• _HOW TO COMPLETE THIS TASK_
Look through the data below, and copy each line that carries the word "halo".
┄┄┄┄┄┄┄┄┄┄┄┄┄┄┄┄┄┄┄┄
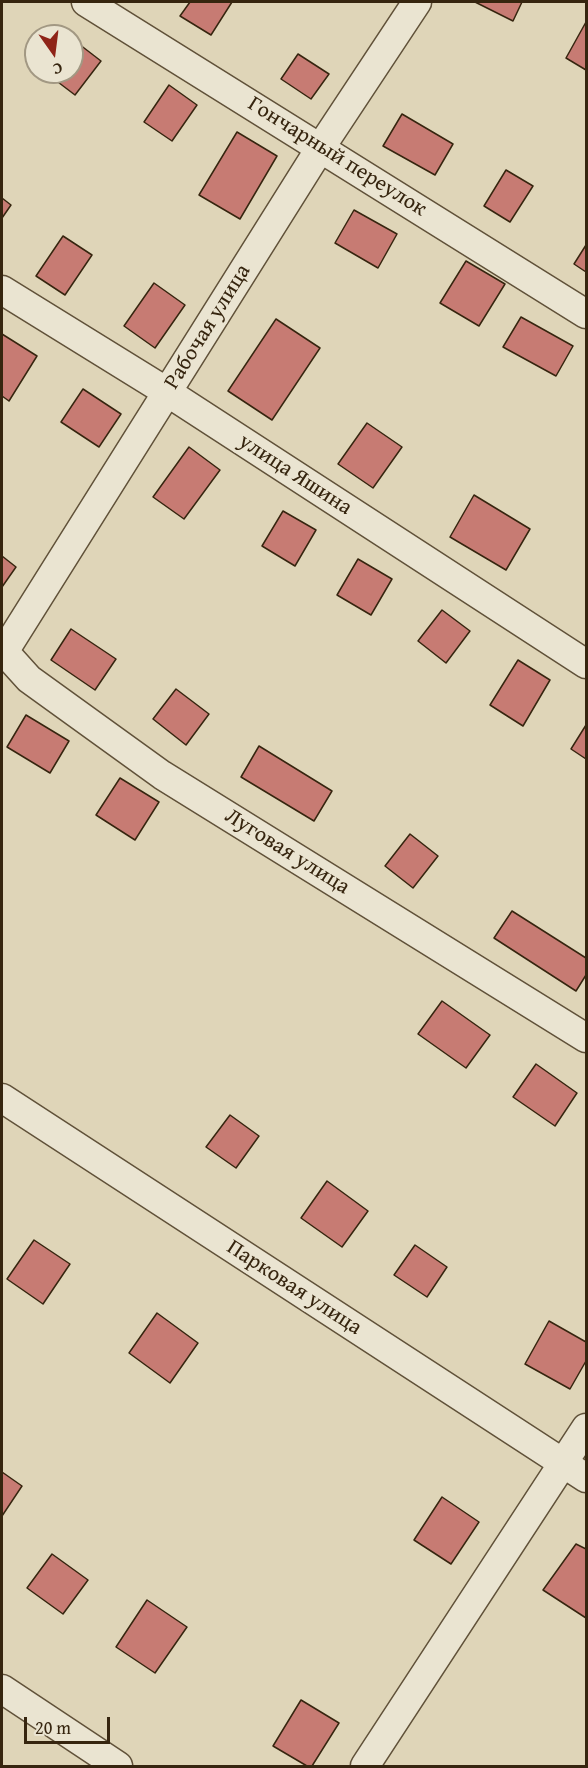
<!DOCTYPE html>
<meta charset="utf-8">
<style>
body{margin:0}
#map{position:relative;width:588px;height:1768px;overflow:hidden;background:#dfd5b8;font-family:"Gentium Book Plus",serif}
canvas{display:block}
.frame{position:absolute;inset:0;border:3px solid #36250f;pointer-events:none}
.north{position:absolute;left:24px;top:24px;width:60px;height:60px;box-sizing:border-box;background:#eae4d1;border:2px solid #a29883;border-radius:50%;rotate:166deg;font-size:16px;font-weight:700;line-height:24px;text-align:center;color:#36250f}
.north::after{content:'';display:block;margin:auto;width:21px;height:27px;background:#8f2418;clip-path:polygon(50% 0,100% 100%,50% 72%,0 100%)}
.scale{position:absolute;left:24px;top:1717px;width:86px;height:27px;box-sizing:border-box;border:3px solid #36250f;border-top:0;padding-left:8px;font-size:18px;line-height:21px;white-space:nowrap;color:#36250f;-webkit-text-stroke:4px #eae4d1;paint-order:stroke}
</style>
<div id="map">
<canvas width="588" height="1768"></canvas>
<div class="frame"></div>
<div class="north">С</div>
<div class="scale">20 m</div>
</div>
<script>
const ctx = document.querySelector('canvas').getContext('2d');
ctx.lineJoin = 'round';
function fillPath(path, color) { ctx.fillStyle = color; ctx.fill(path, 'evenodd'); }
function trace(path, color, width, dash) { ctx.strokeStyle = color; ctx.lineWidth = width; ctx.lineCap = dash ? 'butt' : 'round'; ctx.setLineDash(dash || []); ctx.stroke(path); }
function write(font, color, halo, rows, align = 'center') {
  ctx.font = font + ' "Gentium Book Plus",serif'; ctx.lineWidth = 6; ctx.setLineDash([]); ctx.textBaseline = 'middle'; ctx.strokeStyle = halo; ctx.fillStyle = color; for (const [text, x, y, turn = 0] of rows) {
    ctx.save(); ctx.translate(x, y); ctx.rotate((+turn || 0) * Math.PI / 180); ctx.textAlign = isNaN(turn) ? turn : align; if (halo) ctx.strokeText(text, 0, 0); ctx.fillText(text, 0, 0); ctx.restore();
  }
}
const building = new Path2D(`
 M 190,2 L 232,2 L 211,35 L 180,16 Z
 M 475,2 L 522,2 L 513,21 Z
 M 586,22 L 586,70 L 566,58 Z
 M 75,41 L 101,61 L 75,95 L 50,76 L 53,72 L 72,72 L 72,46 Z
 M 298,54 L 329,74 L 311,99 L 281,79 Z
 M 169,85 L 197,105 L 172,141 L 144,122 Z
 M 402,114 L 453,144 L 435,175 L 383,146 Z
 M 237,132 L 277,156 L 240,219 L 199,195 Z
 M 506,170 L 533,186 L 510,222 L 484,206 Z
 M 2,198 L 11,205 L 2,218 Z
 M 354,210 L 397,234 L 378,268 L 335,243 Z
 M 63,236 L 92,255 L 65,295 L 36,276 Z
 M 586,245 L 586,272 L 574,264 Z
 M 466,261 L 505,284 L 479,326 L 440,303 Z
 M 154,283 L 185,305 L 155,348 L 124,326 Z
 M 521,317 L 573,346 L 556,376 L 503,347 Z
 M 276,319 L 320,348 L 272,420 L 228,391 Z
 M 2,334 L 37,356 L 9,401 L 2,396 Z
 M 83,389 L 121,414 L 99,447 L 61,422 Z
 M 367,423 L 402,447 L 373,488 L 338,464 Z
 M 189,447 L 220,470 L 184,519 L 153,497 Z
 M 474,495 L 530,529 L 506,570 L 450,537 Z
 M 283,511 L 316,530 L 295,566 L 262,546 Z
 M 2,556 L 16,567 L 2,587 Z
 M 358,559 L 392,579 L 371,615 L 337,595 Z
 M 442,610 L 470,631 L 446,663 L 418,641 Z
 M 71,629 L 116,659 L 95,690 L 51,660 Z
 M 518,660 L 550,680 L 523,726 L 490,705 Z
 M 176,689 L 209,714 L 186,745 L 153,719 Z
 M 26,715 L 69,741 L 50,773 L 7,747 Z
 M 586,725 L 586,759 L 571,749 Z
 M 259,746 L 332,791 L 314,821 L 241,777 Z
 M 120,778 L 159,802 L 135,840 L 96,815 Z
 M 410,834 L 438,856 L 413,888 L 385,866 Z
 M 512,911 L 586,958 L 586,975 L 576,991 L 494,938 Z
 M 442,1001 L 490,1035 L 466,1068 L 418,1034 Z
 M 536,1064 L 577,1093 L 555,1126 L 513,1097 Z
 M 230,1115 L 259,1136 L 236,1168 L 206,1147 Z
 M 327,1181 L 368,1211 L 342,1247 L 301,1218 Z
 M 34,1240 L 70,1264 L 43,1304 L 7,1279 Z
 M 415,1245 L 447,1267 L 427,1297 L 394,1275 Z
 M 157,1313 L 198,1343 L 170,1383 L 129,1353 Z
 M 549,1321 L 586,1342 L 586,1361 L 570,1389 L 525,1364 Z
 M 2,1472 L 22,1486 L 2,1516 Z
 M 442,1497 L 479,1522 L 451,1564 L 414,1540 Z
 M 576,1544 L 586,1549 L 586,1618 L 543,1590 Z
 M 52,1554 L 88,1580 L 63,1614 L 27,1588 Z
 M 147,1600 L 187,1627 L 155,1673 L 116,1647 Z
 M 301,1700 L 339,1723 L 312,1766 L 307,1766 L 273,1746 Z`);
const minor = new Path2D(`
 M 86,2 L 586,314
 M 2,290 L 167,392 L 586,664
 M 2,649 L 29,679 L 162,775 L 586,1038
 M 2,655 L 321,147 L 417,2
 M 2,1098 L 586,1478
 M 2,1689 L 118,1766
 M 365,1766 L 586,1428`);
const streetNames = [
 ["Гончарный переулок",337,157,32],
 ["Рабочая улица",208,327,-58],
 ["улица Яшина",295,475,33],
 ["Луговая улица",287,852,32],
 ["Парковая улица",294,1288,33]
];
fillPath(building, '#c77b73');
trace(building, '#36250f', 1.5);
trace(minor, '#605139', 31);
trace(minor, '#eae4d1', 28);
write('22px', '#36250f', '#eae4d1', streetNames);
</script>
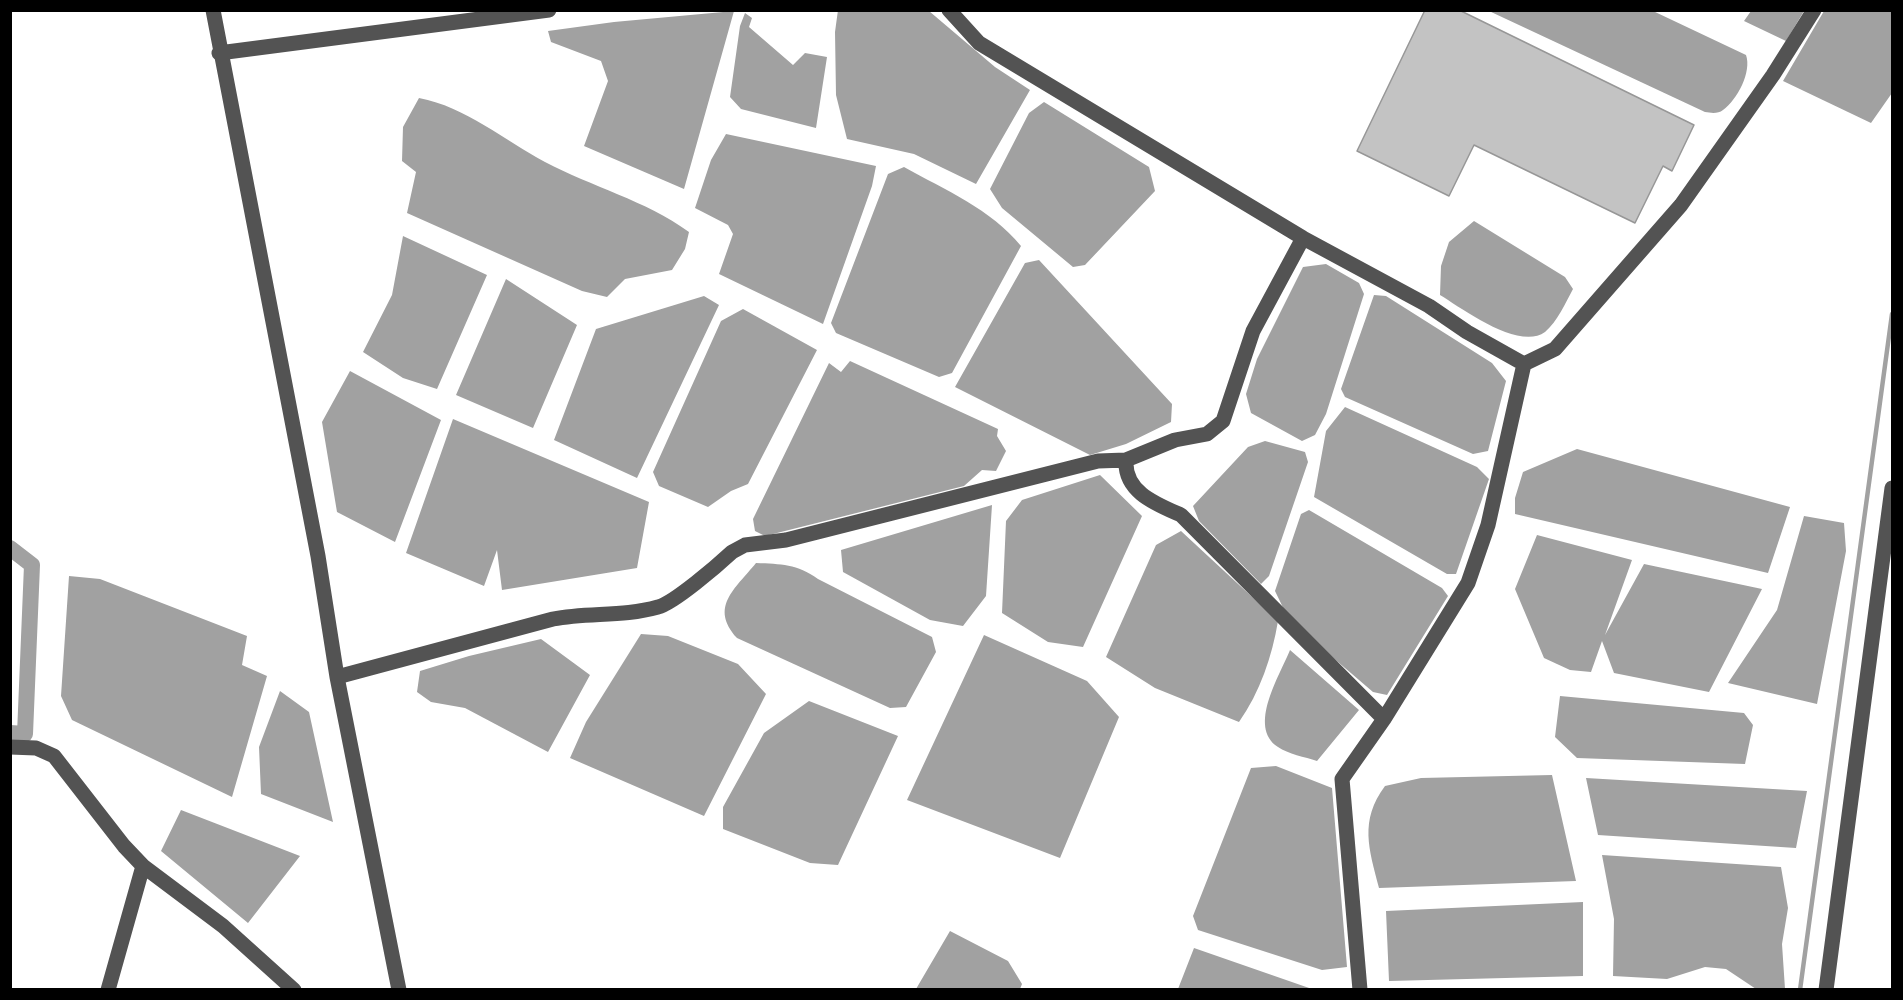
<!DOCTYPE html>
<style>
body{margin:0}
#map{position:relative;width:1903px;height:1000px;overflow:hidden;background:#fff;font-family:Mulish,sans-serif}
canvas{display:block}
.frame{position:absolute;inset:0;border:12px solid #000;pointer-events:none}
</style>
<div id="map">
<canvas width="1903" height="1000"></canvas>
<div class="frame"></div>
</div>
<script>
const context = document.querySelector('canvas').getContext('2d');
context.lineJoin = 'round';
function fillPath(path, color) { context.fillStyle = color; context.fill(path, 'evenodd'); }
function stroke(path, color, width, dash) { context.strokeStyle = color; context.lineWidth = width; context.lineCap = dash ? 'butt' : 'round'; context.setLineDash(dash || []); context.stroke(path); }
fillPath(new Path2D(`
 M 838,10 L 929,11 L 995,67 L 1030,90 L 976,184 L 914,154 L 847,139 L 836,95 L 835,32 Z
 M 734,11 L 684,189 L 584,146 L 608,81 L 601,61 L 551,42 L 548,31 L 614,22 Z
 M 1489,11 L 1653,11 L 1746,55 C 1752,72 1737,100 1723,110 C 1718,114 1711,113 1705,112 Z
 M 1751,11 L 1804,11 L 1786,41 L 1744,21 Z
 M 1824,11 L 1892,11 L 1892,93 L 1871,123 L 1783,81 Z
 M 745,13 L 752,18 L 749,27 L 793,65 L 805,53 L 827,57 L 816,128 L 741,109 L 730,97 L 740,26 Z
 M 419,98 C 466,107 504,140 545,162 C 592,187 645,200 689,232 L 685,249 L 672,270 L 625,279 L 607,297 L 582,291 L 407,213 L 416,172 L 402,161 L 403,127 Z
 M 1044,102 L 1149,167 L 1155,191 L 1085,265 L 1073,267 L 1002,208 L 990,189 L 1029,113 Z
 M 726,134 L 876,166 L 872,186 L 823,324 L 719,274 L 733,234 L 728,225 L 695,208 L 711,160 Z
 M 904,167 C 945,190 991,209 1021,246 L 952,373 L 939,377 L 836,333 L 831,323 L 888,174 Z
 M 1474,221 L 1565,277 L 1573,289 C 1566,302 1557,322 1545,332 C 1519,351 1463,309 1440,295 L 1441,266 L 1449,242 Z
 M 403,236 L 487,275 L 437,389 L 403,378 L 363,352 L 392,295 Z
 M 1039,260 L 1172,404 L 1171,422 L 1126,444 L 1090,455 L 955,387 L 1025,263 Z
 M 1326,264 L 1359,283 L 1364,294 L 1326,414 L 1315,435 L 1302,441 L 1251,413 L 1246,394 L 1257,359 L 1303,267 Z
 M 506,279 L 577,325 L 533,428 L 456,395 Z
 M 1374,295 L 1386,296 L 1492,363 L 1506,381 L 1488,451 L 1473,454 L 1345,397 L 1341,389 Z
 M 704,296 L 719,305 L 637,478 L 554,440 L 596,329 Z
 M 743,309 L 817,350 L 748,484 L 731,491 L 708,507 L 659,486 L 653,472 L 721,321 Z
 M 850,361 L 998,429 L 997,436 L 1006,451 L 996,471 L 982,470 L 964,486 L 765,536 L 755,531 L 753,519 L 829,363 L 841,372 Z
 M 350,371 L 441,420 L 395,542 L 337,512 L 322,422 Z
 M 1345,407 L 1477,467 L 1489,479 L 1456,574 L 1447,574 L 1314,497 L 1326,431 Z
 M 453,419 L 649,502 L 637,568 L 502,590 L 497,550 L 484,586 L 406,553 Z
 M 1265,441 L 1305,452 L 1308,462 L 1269,576 L 1261,584 L 1199,521 L 1193,506 L 1248,447 Z
 M 1577,449 L 1790,507 L 1768,573 L 1515,514 L 1515,498 L 1523,472 Z
 M 1100,475 L 1142,516 L 1083,647 L 1048,642 L 1002,613 L 1006,521 L 1022,500 Z
 M 992,505 L 986,596 L 963,626 L 930,620 L 843,572 L 841,550 Z
 M 1309,510 L 1442,588 L 1448,596 L 1387,695 L 1373,692 L 1289,620 L 1275,591 L 1301,514 Z
 M 1804,516 L 1844,523 L 1846,551 L 1817,704 L 1728,683 L 1777,610 Z
 M 1181,531 L 1278,621 C 1272,657 1260,692 1239,722 L 1155,688 L 1106,657 L 1156,545 Z
 M 1537,535 L 1632,560 L 1605,635 L 1644,564 L 1762,589 L 1709,692 L 1614,673 L 1602,641 L 1591,672 L 1570,670 L 1544,658 L 1515,589 Z
 M 756,563 C 781,564 797,564 818,579 L 932,637 L 936,652 L 906,707 L 890,708 L 737,638 C 709,607 735,589 756,563 Z
 M 69,576 L 100,579 L 247,636 L 242,665 L 267,676 L 232,797 L 72,720 L 61,696 Z
 M 641,634 L 668,636 L 738,664 L 766,694 L 704,816 L 570,758 L 586,722 Z
 M 984,635 L 1087,681 L 1119,717 L 1060,858 L 907,800 Z
 M 541,639 L 590,675 L 548,752 L 465,708 L 431,702 L 417,692 L 420,671 L 469,656 Z
 M 1290,650 L 1359,710 L 1317,761 C 1305,757 1288,754 1278,747 C 1247,727 1280,675 1290,650 Z
 M 280,691 L 309,712 L 333,822 L 261,794 L 259,747 Z
 M 1560,696 L 1744,713 L 1753,725 L 1745,764 L 1577,758 L 1555,737 Z
 M 809,701 L 898,736 L 838,865 L 810,863 L 723,829 L 723,807 L 764,733 Z
 M 1276,766 L 1332,788 L 1347,967 L 1322,970 L 1198,930 L 1193,916 L 1251,768 Z
 M 1552,775 L 1576,881 L 1379,888 C 1369,849 1359,821 1385,786 L 1421,778 Z
 M 1586,778 L 1807,791 L 1796,848 L 1598,835 Z
 M 181,810 L 300,856 L 248,923 L 161,851 Z
 M 1602,855 L 1781,867 L 1788,908 L 1782,944 L 1785,989 L 1756,989 L 1726,969 L 1705,967 L 1667,979 L 1613,976 L 1614,919 Z
 M 1583,902 L 1583,976 L 1389,981 L 1386,911 Z
 M 950,931 L 1008,961 L 1022,984 L 1020,989 L 916,989 Z
 M 1194,948 L 1312,989 L 1178,989 Z`), '#a1a1a1');
stroke(new Path2D(`
 M 1800,990 L 1892,314`), '#a1a1a1', 4.5);
stroke(new Path2D(`
 M 10,548 L 32,565 L 25,734 L 10,733`), '#a1a1a1', 16);
const building = new Path2D(`
 M 1425,10 L 1459,10 L 1694,125 L 1672,171 L 1663,166 L 1635,223 L 1474,145 L 1449,196 L 1357,151 Z`);
fillPath(building, '#c3c3c3');
stroke(building, '#979797', 1.5);
stroke(new Path2D(`
 M 213,10 L 318,556 L 337,677 L 399,990
 M 949,10 L 979,43 L 1303,238 L 1429,306 L 1467,332 L 1524,364
 M 219,53 L 549,10
 M 1303,238 L 1253,331 L 1223,421 L 1207,434 L 1175,440 L 1126,460 C 1124,492 1156,504 1181,515 L 1384,719
 M 337,677 L 553,619 C 588,612 623,617 658,607 C 674,603 718,565 732,552 L 745,545 L 786,540 L 1098,461 L 1126,460
 M 10,747 L 36,748 L 54,756 L 124,846 L 143,866 L 223,926 L 294,990
 M 108,990 L 143,866
 M 1360,990 L 1342,779 L 1384,719 L 1468,583 L 1488,525 L 1524,364 L 1555,349 L 1681,205 L 1773,75 L 1814,10
 M 1826,990 L 1892,488`), '#535353', 15);
</script>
┄┄┄┄┄┄┄┄┄┄┄┄┄┄┄┄┄┄┄┄
• _TASK RESPONSE_
function write(font, color, halo, rows, align = 'center') {
  ctx.font = font + ' "Gentium Book Plus",serif'; ctx.lineWidth = 6; ctx.setLineDash([]); ctx.textBaseline = 'middle'; ctx.strokeStyle = halo; ctx.fillStyle = color; for (const [text, x, y, turn = 0] of rows) {
    ctx.save(); ctx.translate(x, y); ctx.rotate((+turn || 0) * Math.PI / 180); ctx.textAlign = isNaN(turn) ? turn : align; if (halo) ctx.strokeText(text, 0, 0); ctx.fillText(text, 0, 0); ctx.restore();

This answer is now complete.